INPUT DATA START

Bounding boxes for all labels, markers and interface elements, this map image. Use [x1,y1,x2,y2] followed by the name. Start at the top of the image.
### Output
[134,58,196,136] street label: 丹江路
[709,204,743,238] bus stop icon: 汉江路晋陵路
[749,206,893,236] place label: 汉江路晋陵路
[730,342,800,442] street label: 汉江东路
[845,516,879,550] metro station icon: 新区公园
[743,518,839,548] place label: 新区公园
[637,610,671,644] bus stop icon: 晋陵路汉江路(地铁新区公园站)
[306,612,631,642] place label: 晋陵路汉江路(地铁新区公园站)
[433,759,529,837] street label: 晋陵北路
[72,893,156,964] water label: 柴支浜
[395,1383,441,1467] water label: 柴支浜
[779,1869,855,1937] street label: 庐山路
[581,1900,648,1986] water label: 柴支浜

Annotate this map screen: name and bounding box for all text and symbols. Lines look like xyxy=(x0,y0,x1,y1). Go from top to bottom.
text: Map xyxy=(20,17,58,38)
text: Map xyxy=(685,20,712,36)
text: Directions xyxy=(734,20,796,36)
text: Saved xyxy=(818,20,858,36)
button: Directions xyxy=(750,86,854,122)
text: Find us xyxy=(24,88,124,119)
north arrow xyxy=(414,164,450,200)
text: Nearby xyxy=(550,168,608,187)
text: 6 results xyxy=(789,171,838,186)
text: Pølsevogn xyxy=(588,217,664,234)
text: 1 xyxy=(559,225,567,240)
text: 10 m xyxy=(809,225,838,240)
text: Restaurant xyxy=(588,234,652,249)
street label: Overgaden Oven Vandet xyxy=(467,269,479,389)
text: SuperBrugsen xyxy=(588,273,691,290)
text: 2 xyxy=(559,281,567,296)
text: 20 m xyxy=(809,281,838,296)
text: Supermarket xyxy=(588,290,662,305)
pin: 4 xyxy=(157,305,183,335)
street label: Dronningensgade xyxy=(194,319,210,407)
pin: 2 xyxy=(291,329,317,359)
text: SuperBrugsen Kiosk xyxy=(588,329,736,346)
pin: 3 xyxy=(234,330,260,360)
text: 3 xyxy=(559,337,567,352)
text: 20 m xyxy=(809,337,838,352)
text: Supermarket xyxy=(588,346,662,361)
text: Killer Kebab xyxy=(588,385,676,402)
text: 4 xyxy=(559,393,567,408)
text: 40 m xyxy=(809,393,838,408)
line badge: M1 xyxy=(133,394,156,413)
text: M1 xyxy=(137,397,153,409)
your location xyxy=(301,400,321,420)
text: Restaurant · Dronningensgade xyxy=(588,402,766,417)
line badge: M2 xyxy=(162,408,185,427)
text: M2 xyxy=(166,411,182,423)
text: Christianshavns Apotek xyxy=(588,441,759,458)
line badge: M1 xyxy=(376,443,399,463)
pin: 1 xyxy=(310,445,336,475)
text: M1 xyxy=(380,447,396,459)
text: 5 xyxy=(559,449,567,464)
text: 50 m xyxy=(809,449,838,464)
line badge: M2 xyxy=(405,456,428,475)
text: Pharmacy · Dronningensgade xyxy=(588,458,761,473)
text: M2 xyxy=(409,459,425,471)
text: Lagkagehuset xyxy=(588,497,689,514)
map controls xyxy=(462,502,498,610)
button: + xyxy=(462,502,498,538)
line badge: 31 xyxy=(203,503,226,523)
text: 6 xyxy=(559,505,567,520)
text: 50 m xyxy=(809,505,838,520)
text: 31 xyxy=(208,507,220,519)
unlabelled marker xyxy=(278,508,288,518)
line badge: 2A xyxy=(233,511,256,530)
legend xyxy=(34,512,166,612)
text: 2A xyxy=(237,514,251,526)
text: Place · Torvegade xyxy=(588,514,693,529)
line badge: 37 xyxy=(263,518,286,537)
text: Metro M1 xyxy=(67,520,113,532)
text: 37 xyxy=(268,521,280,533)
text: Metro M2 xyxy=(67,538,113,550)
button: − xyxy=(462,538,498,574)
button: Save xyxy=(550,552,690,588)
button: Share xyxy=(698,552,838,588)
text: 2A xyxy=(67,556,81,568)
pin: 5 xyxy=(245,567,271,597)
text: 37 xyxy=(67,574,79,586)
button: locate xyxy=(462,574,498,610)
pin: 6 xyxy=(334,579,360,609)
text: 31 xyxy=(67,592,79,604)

INPUT DATA END

**WORK INSTRUCTION**
Output the records above in full, with nothing altered.

**REPLY**
Bounding boxes for all labels, markers and interface elements, this map image. Use [x1,y1,x2,y2] followed by the name. Start at the top of the image.
### Output
[134,58,196,136] street label: 丹江路
[709,204,743,238] bus stop icon: 汉江路晋陵路
[749,206,893,236] place label: 汉江路晋陵路
[730,342,800,442] street label: 汉江东路
[845,516,879,550] metro station icon: 新区公园
[743,518,839,548] place label: 新区公园
[637,610,671,644] bus stop icon: 晋陵路汉江路(地铁新区公园站)
[306,612,631,642] place label: 晋陵路汉江路(地铁新区公园站)
[433,759,529,837] street label: 晋陵北路
[72,893,156,964] water label: 柴支浜
[395,1383,441,1467] water label: 柴支浜
[779,1869,855,1937] street label: 庐山路
[581,1900,648,1986] water label: 柴支浜

Annotate this map screen: name and bounding box for all text and symbols. Lines look like xyxy=(x0,y0,x1,y1). Go from top to bottom.
text: Map xyxy=(20,17,58,38)
text: Map xyxy=(685,20,712,36)
text: Directions xyxy=(734,20,796,36)
text: Saved xyxy=(818,20,858,36)
button: Directions xyxy=(750,86,854,122)
text: Find us xyxy=(24,88,124,119)
north arrow xyxy=(414,164,450,200)
text: Nearby xyxy=(550,168,608,187)
text: 6 results xyxy=(789,171,838,186)
text: Pølsevogn xyxy=(588,217,664,234)
text: 1 xyxy=(559,225,567,240)
text: 10 m xyxy=(809,225,838,240)
text: Restaurant xyxy=(588,234,652,249)
street label: Overgaden Oven Vandet xyxy=(467,269,479,389)
text: SuperBrugsen xyxy=(588,273,691,290)
text: 2 xyxy=(559,281,567,296)
text: 20 m xyxy=(809,281,838,296)
text: Supermarket xyxy=(588,290,662,305)
pin: 4 xyxy=(157,305,183,335)
street label: Dronningensgade xyxy=(194,319,210,407)
pin: 2 xyxy=(291,329,317,359)
text: SuperBrugsen Kiosk xyxy=(588,329,736,346)
pin: 3 xyxy=(234,330,260,360)
text: 3 xyxy=(559,337,567,352)
text: 20 m xyxy=(809,337,838,352)
text: Supermarket xyxy=(588,346,662,361)
text: Killer Kebab xyxy=(588,385,676,402)
text: 4 xyxy=(559,393,567,408)
text: 40 m xyxy=(809,393,838,408)
line badge: M1 xyxy=(133,394,156,413)
text: M1 xyxy=(137,397,153,409)
your location xyxy=(301,400,321,420)
text: Restaurant · Dronningensgade xyxy=(588,402,766,417)
line badge: M2 xyxy=(162,408,185,427)
text: M2 xyxy=(166,411,182,423)
text: Christianshavns Apotek xyxy=(588,441,759,458)
line badge: M1 xyxy=(376,443,399,463)
pin: 1 xyxy=(310,445,336,475)
text: M1 xyxy=(380,447,396,459)
text: 5 xyxy=(559,449,567,464)
text: 50 m xyxy=(809,449,838,464)
line badge: M2 xyxy=(405,456,428,475)
text: Pharmacy · Dronningensgade xyxy=(588,458,761,473)
text: M2 xyxy=(409,459,425,471)
text: Lagkagehuset xyxy=(588,497,689,514)
map controls xyxy=(462,502,498,610)
button: + xyxy=(462,502,498,538)
line badge: 31 xyxy=(203,503,226,523)
text: 6 xyxy=(559,505,567,520)
text: 50 m xyxy=(809,505,838,520)
text: 31 xyxy=(208,507,220,519)
unlabelled marker xyxy=(278,508,288,518)
line badge: 2A xyxy=(233,511,256,530)
legend xyxy=(34,512,166,612)
text: 2A xyxy=(237,514,251,526)
text: Place · Torvegade xyxy=(588,514,693,529)
line badge: 37 xyxy=(263,518,286,537)
text: Metro M1 xyxy=(67,520,113,532)
text: 37 xyxy=(268,521,280,533)
text: Metro M2 xyxy=(67,538,113,550)
button: − xyxy=(462,538,498,574)
button: Save xyxy=(550,552,690,588)
button: Share xyxy=(698,552,838,588)
text: 2A xyxy=(67,556,81,568)
pin: 5 xyxy=(245,567,271,597)
text: 37 xyxy=(67,574,79,586)
button: locate xyxy=(462,574,498,610)
pin: 6 xyxy=(334,579,360,609)
text: 31 xyxy=(67,592,79,604)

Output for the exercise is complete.